WHO to set up pandemic data hub in Berlin

The World Health Organization announced Wednesday it would set up a global data hub in Berlin to analyse information on emerging pandemic threats, filling the gaps exposed by Covid-19.

WHO to set up pandemic data hub in Berlin
Angela Merkel on May 5th. Photo: picture alliance/dpa/AFP Pool | John Macdougall

The WHO Hub for Pandemic and Epidemic Intelligence, which will start operating later this year, is set to analyse data quickly and in detail, in order to predict, prevent, detect, prepare for and respond to risks worldwide.

The hub will try to get ahead of the game, looking for pre-signals that go far beyond current systems that monitor publicly available information for signs of emerging outbreaks.

“The Covid-19 pandemic has exposed gaps in the global systems for pandemic and epidemic intelligence,” WHO chief Tedros Adhanom Ghebreyesus told journalists.

“There will be more viruses that will emerge with the potential for sparking epidemics or pandemics.

“Viruses move fast. But data can move even faster. With the right information, countries and communities can stay one step ahead of an emerging risk and save lives.”

READ ALSO: ‘We are still in the third wave’: German Health Minister urges caution in reopening after shutdown

Merging digital, health expertise

German Chancellor Angela Merkel said Berlin was a good location for the hub as it already had leading players in the digital and health fields, such as the Robert Koch Institute.

“If that expertise is now supplemented by the WHO Hub, we will create a unique environment for pandemic and health research here in Berlin – an environment from which important action-oriented insights will emerge for governments and leaders around the world,” she said in a video message.

It is hoped that the site will be operational from September.
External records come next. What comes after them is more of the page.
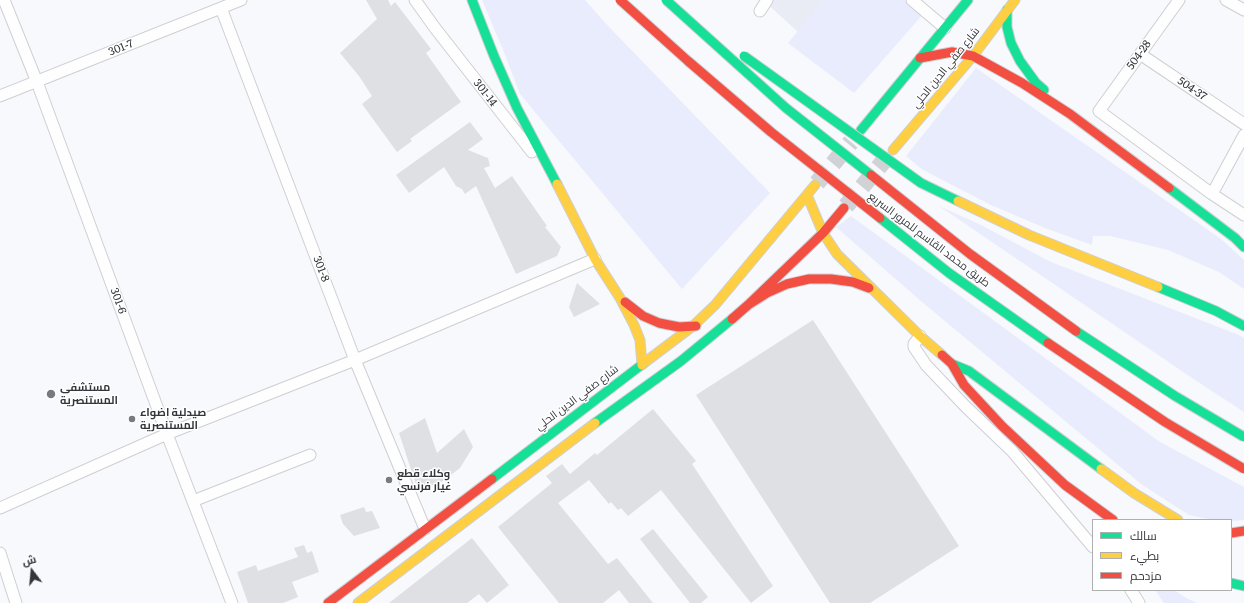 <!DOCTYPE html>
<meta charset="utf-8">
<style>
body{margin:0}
#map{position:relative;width:1244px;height:603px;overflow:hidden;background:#f8f9fc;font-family:Literata,Cairo,serif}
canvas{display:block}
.legend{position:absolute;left:1092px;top:519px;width:140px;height:72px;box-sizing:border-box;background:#fff;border:1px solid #aeafb1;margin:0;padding:5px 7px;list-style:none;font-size:12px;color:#34363c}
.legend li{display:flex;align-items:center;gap:8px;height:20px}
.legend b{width:20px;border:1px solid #aeafb1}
.north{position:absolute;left:12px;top:551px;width:40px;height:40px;-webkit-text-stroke:3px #fff;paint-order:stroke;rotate:344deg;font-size:11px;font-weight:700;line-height:16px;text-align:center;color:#34363c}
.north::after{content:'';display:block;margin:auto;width:14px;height:18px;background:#34363c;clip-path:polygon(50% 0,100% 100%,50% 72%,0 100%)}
</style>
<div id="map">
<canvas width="1244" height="603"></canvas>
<ul class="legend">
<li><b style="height:5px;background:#16e098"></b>سالك</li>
<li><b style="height:5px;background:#ffcf43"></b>بطيء</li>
<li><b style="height:5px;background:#f24e42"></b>مزدحم</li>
</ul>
<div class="north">ش</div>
</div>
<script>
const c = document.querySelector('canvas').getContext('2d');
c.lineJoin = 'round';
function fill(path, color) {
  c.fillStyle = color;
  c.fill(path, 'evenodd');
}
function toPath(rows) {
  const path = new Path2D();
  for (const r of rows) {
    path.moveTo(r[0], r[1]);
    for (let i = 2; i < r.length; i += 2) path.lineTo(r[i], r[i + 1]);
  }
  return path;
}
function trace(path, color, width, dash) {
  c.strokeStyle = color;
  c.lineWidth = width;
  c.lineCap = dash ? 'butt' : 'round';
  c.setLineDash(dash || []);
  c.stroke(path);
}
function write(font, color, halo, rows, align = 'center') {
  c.font = font + ' Literata,Cairo,serif';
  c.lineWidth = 3;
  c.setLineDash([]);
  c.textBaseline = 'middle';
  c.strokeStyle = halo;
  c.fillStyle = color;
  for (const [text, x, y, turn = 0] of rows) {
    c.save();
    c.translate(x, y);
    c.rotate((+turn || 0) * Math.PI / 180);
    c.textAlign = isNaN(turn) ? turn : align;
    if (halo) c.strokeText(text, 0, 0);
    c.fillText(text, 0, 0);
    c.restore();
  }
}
const built = toPath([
 [763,0,884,0,832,63]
]);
const green = toPath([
 [482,0,585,0,610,28,770,193,682,289,520,94,504,52],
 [823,0,905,0,924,13,854,93,788,43],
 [976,68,1221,239,1244,260,1244,289,1219,272,1168,250,1110,236,1093,236,1092,245,1045,228,991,205,923,170,906,156],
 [939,206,979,224,1051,262,1239,335,1244,338,1244,412,1195,380],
 [851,216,1160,442,1244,487,1244,520,1231,521,1231,520,1213,520,1189,515,1141,484,922,302,836,227],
 [1155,590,1174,590,1186,598,1197,603,1164,603]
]);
const building = toPath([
 [366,0,388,0,391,6,395,2,431,49,426,53,461,102,410,139,412,141,397,152,362,104,372,96,359,76,340,53,377,19],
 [470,122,483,139,468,150,488,158,490,166,484,168,495,188,512,176,547,226,545,227,561,247,557,256,516,274,476,186,465,194,462,189,456,186,444,167,409,193,396,175],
 [577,283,600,304,574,317,569,307],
 [813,320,959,546,870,603,830,603,696,395],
 [653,409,696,461,692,464,773,586,751,603,661,490,628,516,621,508,618,510,611,502,609,504,589,480,558,503,608,564,617,558,653,603,629,603,619,590,603,603,559,603,498,527,552,483,546,476,562,464,570,474,595,453,597,455],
 [425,418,437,453,464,429,473,447,460,468,443,481,418,491,399,433],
 [364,507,366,512,372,511,380,528,354,536,343,524,340,515],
 [653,529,708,597,701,603,690,603,640,539],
 [472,538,509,585,487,603,479,594,467,603,389,603],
 [304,545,307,553,312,551,319,572,292,582,298,597,283,603,248,603,237,572,256,565,258,571,298,557,294,548]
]);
const primaryTunnel = toPath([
 [817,183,851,142],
 [846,206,893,150]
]);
const street = toPath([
 [4,0,37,82,167,434,232,603],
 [415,0,435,28,532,152],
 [912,0,945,28],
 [1179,0,1099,111,1212,194,1244,215],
 [1226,0,1244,10],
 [221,8,355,360,425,529],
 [760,11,767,0],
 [1140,54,1244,124],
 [0,96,241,0],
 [1212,194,1244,135],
 [920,336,914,344,914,347,926,365,966,407,1012,451,1093,547],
 [193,501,310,455],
 [0,508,167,434,355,360,595,259],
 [0,553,16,603],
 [1131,590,1139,603]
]);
const fast = toPath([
 [472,0,494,56,517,108,557,184],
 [1007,10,1007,27,1011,43,1020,61,1036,83,1044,90],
 [861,130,968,0],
 [1169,188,1235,238,1244,247],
 [1158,287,1216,311,1244,326],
 [952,364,969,371,1101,469],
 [595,423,681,361,732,319],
 [492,479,644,363],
 [1231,583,1244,586]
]);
const slow = toPath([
 [893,150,973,56,1015,0],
 [557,184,595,259,620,298,634,325,640,340,642,365],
 [807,195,823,233,837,254,920,336,942,355],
 [644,363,693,326,715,305,815,185],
 [1101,469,1134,493,1178,520],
 [358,603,595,423]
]);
const jam = toPath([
 [920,58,952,52,973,56,1022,83,1070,114,1169,188],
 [625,302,643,316,659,323,679,327,696,326],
 [748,305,767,293,787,284,809,279,831,279,853,282,869,288],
 [732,319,748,305,823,233,844,208],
 [942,355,952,364,964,385,1002,426,1065,485,1113,520],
 [1231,533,1244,531],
 [328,603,492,479]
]);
const fastBridge = toPath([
 [666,0,786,108,871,175],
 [744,56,921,183,958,201],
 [880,218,949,273,1048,343],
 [1076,331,1175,396,1244,437]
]);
const slowBridge = toPath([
 [958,201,1029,235,1158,287]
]);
const jamBridge = toPath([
 [620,0,688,61,771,132,880,218],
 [871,175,970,254,1076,331],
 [1048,343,1165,422,1244,469]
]);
const markers = [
 [51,394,5,"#797a7f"],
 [132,419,4,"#797a7f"],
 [389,480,4,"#797a7f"]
];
const streetNames = [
 ["301-7",121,48,-22],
 ["504-28",1139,55,-54],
 ["شارع صفي الدين الحلي",946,68,-51],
 ["504-37",1192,89,34],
 ["301-14",485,93,52],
 ["طريق محمد القاسم للمرور السريع",929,240,37],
 ["301-8",321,269,69],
 ["301-6",118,301,70],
 ["شارع صفي الدين الحلي",577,398,-37]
];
const poiNames = [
 ["مستشفى",60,388],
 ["المستنصرية",60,401],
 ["صيدلية اضواء",140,413],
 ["المستنصرية",140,426],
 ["وكلاء قطع",397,474],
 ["غيار فرنسي",397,487]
];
fill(built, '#e9ecf5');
fill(green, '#e8ecfd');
fill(building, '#dee0e4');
trace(primaryTunnel, '#d1d2d6', 17, [17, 8]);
trace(street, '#cecfd3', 13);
trace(fast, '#cecfd3', 11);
trace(slow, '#cecfd3', 11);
trace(jam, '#cecfd3', 11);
trace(street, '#fefeff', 11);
trace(fast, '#16e098', 9);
trace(slow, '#ffcf43', 9);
trace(jam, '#f24e42', 9);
trace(fastBridge, '#cecfd3', 11, []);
trace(slowBridge, '#cecfd3', 11, []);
trace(jamBridge, '#cecfd3', 11, []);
trace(fastBridge, '#16e098', 9);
trace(slowBridge, '#ffcf43', 9);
trace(jamBridge, '#f24e42', 9);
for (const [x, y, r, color] of markers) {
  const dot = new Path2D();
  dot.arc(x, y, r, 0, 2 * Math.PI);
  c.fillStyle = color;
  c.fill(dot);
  trace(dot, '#fff', 1.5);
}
write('11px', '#34363c', '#fff', streetNames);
write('bold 11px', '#34363c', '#fff', poiNames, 'left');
</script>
Its budget is still under discussion, while Germany will meet the start-up costs.

German Health Minister Jens Spahn said the world needed the capacity to detect outbreaks with the potential to become health crises “before the threat becomes a sad reality”.
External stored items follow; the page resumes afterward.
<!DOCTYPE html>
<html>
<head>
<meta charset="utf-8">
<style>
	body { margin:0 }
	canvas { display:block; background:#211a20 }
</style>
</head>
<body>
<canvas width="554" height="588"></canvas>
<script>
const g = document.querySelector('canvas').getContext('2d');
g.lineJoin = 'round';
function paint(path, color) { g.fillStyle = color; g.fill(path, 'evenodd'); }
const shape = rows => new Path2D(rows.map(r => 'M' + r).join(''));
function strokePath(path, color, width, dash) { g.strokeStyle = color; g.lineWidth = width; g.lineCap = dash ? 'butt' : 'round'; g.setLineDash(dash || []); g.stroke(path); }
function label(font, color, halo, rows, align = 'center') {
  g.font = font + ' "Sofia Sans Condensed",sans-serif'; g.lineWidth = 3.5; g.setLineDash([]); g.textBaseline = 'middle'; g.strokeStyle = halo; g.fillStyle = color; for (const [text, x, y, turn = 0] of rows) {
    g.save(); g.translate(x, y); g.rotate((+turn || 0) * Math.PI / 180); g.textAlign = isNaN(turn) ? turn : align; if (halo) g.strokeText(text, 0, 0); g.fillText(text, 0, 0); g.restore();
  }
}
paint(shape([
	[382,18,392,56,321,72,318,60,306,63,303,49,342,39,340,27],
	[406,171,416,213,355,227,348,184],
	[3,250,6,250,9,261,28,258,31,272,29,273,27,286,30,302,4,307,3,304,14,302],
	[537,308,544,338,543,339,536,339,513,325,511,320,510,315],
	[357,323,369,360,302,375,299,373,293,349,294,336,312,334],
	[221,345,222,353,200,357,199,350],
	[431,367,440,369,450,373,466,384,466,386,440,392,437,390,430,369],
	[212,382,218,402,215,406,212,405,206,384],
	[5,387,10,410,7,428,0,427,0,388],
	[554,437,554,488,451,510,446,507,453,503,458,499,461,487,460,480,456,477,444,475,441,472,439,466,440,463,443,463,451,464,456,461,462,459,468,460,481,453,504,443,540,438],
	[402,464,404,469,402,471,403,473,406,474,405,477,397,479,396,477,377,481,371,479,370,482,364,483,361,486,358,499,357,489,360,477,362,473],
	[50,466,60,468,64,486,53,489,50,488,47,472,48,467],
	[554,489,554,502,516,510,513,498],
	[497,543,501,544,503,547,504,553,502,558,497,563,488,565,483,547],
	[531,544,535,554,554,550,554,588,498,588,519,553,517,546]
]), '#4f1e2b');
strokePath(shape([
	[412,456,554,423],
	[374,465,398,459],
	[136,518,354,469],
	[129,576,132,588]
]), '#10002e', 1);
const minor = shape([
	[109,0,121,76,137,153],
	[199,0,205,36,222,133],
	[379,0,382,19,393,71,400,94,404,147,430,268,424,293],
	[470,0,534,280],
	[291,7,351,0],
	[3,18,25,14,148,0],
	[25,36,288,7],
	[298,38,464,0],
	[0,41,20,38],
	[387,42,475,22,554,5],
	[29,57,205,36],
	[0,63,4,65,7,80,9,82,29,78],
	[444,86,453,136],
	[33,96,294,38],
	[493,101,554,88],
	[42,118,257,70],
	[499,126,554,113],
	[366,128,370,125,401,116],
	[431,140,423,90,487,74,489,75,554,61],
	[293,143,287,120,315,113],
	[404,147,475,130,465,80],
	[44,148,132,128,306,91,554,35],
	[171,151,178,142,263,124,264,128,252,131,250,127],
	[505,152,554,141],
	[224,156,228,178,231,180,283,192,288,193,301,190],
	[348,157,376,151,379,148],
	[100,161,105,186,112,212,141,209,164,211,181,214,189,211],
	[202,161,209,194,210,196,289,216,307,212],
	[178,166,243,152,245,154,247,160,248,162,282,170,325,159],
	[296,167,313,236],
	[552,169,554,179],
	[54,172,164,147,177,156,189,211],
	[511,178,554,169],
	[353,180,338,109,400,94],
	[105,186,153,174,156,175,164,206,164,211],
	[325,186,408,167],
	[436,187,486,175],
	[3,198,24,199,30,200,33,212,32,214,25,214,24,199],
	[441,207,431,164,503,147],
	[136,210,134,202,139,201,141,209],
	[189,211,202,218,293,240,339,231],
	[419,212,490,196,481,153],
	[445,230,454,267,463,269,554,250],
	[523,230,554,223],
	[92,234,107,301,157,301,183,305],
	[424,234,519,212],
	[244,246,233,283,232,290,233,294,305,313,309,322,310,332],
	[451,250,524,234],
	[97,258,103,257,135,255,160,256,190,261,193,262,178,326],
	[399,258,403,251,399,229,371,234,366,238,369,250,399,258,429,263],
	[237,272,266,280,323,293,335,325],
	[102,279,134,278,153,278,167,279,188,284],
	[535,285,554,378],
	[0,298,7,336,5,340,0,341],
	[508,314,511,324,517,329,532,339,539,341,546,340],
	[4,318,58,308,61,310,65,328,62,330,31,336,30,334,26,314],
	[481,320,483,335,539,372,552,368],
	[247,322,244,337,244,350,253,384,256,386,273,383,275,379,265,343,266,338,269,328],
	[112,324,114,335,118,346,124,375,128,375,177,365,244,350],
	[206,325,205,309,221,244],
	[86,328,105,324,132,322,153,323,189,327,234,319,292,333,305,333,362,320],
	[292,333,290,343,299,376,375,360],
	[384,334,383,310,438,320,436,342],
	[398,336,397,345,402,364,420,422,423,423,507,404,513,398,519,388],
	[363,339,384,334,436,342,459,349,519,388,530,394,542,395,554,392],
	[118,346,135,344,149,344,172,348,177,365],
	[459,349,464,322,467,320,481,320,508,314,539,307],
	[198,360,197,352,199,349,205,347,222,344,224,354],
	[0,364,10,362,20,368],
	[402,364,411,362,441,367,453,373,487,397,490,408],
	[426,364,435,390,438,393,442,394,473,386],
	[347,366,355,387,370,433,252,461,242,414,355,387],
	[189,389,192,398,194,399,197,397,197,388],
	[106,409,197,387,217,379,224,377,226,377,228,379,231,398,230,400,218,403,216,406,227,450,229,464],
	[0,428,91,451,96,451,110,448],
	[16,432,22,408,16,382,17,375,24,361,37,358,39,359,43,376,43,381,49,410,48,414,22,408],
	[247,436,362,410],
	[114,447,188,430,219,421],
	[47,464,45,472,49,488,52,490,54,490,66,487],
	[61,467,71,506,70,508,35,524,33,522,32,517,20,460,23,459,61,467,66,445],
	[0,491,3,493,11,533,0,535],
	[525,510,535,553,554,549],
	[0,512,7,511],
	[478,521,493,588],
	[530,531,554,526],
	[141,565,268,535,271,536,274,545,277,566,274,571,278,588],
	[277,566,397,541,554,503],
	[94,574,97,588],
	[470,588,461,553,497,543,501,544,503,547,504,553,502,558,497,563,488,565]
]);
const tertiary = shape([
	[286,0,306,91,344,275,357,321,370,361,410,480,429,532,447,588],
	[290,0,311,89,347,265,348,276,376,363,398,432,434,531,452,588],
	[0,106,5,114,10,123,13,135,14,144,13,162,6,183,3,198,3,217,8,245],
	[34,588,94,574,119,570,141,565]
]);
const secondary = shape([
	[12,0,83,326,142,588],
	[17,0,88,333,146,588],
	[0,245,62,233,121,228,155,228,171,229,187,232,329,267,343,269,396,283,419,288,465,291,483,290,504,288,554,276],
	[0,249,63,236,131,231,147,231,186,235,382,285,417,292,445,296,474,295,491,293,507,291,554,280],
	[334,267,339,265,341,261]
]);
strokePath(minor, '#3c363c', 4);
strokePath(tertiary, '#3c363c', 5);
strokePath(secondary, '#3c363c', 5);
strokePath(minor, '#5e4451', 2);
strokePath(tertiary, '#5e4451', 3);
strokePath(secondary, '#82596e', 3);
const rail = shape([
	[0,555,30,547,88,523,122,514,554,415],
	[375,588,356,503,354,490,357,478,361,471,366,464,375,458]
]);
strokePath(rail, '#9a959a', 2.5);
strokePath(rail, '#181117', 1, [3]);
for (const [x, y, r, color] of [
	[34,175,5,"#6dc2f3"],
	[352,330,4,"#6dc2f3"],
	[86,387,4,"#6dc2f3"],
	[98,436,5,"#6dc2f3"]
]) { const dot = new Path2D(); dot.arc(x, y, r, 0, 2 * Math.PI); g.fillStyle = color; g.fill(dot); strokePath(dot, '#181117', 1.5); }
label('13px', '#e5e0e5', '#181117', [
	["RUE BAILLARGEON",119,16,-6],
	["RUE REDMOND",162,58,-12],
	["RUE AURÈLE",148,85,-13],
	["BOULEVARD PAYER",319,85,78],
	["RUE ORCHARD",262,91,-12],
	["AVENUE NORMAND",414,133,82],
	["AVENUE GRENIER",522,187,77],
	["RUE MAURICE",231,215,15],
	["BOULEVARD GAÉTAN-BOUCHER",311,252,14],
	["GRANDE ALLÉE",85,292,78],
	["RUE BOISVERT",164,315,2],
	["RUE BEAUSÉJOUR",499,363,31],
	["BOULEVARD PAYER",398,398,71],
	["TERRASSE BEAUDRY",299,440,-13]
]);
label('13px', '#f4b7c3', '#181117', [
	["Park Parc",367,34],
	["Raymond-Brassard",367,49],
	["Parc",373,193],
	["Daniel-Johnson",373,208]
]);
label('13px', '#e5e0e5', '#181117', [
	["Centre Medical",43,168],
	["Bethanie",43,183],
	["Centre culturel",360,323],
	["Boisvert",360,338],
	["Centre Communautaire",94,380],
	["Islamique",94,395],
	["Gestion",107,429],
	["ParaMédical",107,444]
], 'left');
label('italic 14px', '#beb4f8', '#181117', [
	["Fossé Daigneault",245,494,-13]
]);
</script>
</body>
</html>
Global systems were currently “insufficiently prepared” to handle the risks posed by outbreaks, mutations of existing pathogens, extensions of diseases to previously unaffected populations, and diseases jumping species from animals to humans, he added.

“There’s a clear need for a stronger global early warning alert and emergency response system with improved public health intelligence,” he said.

“Better data and better analytics are key for better decisions.”

 Looking for pre-signals

“There are signals that may occur before epidemics happen… data that can give us pre-signals,” said WHO emergencies director Michael Ryan. That information could drive early decision-making, he added.

“The Hub will allow us to develop tools for that sort of predictive analytics,” he said.

A joint mission by international and Chinese scientists concluded in March that the SARS-CoV-2 virus which causes Covid-19 disease most likely passed to humans from a bat via an intermediary animal.

The experts’ report suggested the outbreak could have started as far back as September 2019, long before it was first detected in December 2019 in Wuhan.

The WHO only became aware of the new coronavirus on December 31st that year, when its epidemic intelligence service and its China office spotted a media report and a mention by the Wuhan Municipal Health Commission of a mysterious cluster of pneumonia cases.

The Covid-19 pandemic has killed at least 3.2 million people and more than 154 million cases have been registered worldwide since then, according to tallies from official sources compiled by AFP.